Not a Waste

In our last prayer letter, we mentioned a tree planting ceremony we had for Dad. That was back in July, I think, and now it's November, so clearly I'm not doing great with my updates! But as much as I consider myself a "thinker," not a "feeler"; as much as I 'deal with it and move on,' I have to confess this stuff with loosing a parent isn't easy. I've not found it easy to face the feelings and emotions, and have discovered what a cowardly avoid-er I actually am when it comes to unpleasant things!

But this tree-planting was a great idea, given to us by great friends, Don and Jane Jones here in Nairobi. It opened a can of worms the day we did it--Ethan in particular had emotional melt-down after melt-down, and I myself was on the grumpy side (though don't let Chad know I'm admitting it!) But it did, in an inexplicable way, give us something concrete to funnel our sadness into, or to remember Dad in a way that wasn't too raw or painful. And tending to the tree even now gives us a little something physical to do that seems to help. And bit by bit we're all doing better, I think, with time and with God and with counseling and with each other making adjustments and communicating love and acceptance better.

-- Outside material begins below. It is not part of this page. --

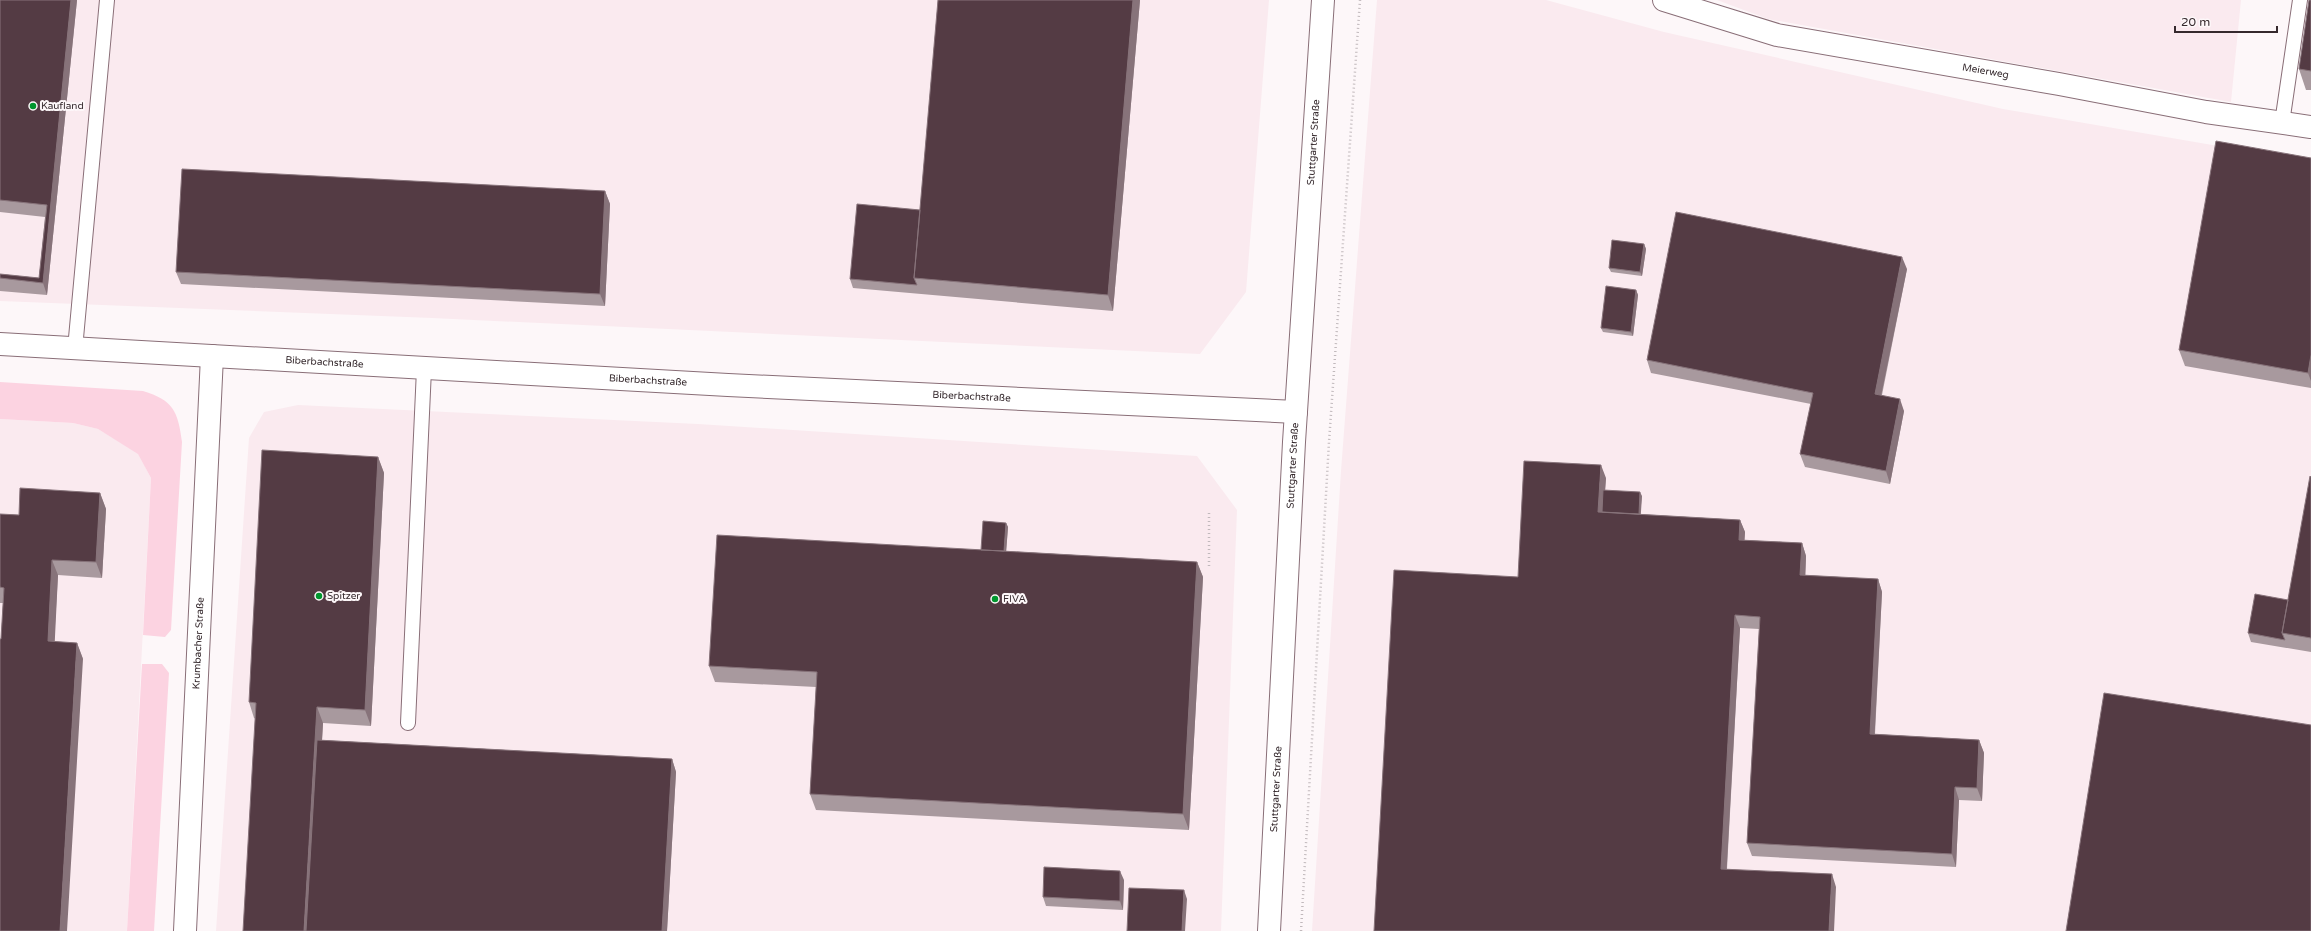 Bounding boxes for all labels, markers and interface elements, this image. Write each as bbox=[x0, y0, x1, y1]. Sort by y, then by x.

Loosing Dad so unexpectedly, so early, so quickly, so agonizingly slowly...I will never say that it was fun or good. I still maintain that evil's death and destruction and all that is wrong with the fallen world is personified in the face of ravaging cancer. I will never say that God made Dad suffer in order to teach me something, or to grow my family's depth or make us face issues we were trying to avoid. Never.

But cancer happened. And God was with us through it. And may I never be so blind or hard-hearted to not learn something through suffering. God forbid I waste Dad's cancer.

And so the dominoes of life fell at unexpected angles as they often do, triggering chain-reactions we didn't realize were there. Dad's death was a significant blow to our son, and overwhelmed his ability to process all the see-you-later-but-probably-not good-byes that he has faced in his short life. His grief led to challenging behaviors, because he's a kid, and that's what kids do when they are overwhelmed! It exposed weaknesses in our ability to correct his behaviors AND communicate love and acceptance, which led to depression, which led to counseling.

And counseling has led to better understanding, more acceptance, free-er expressions of unconditional love with Ethan, with our other kids, and with each other. It has forced self-reflection, and reliance on God.

So, when I watch this funny African pine tree (a perfect symbol for my quirky, Pacific Northwest father!) grow and thrive, I will always remember the other side of suffering. The growth that comes out of death, if you face it and roll with it and let it add to your life.

So, whatever you do, don't waste your suffering.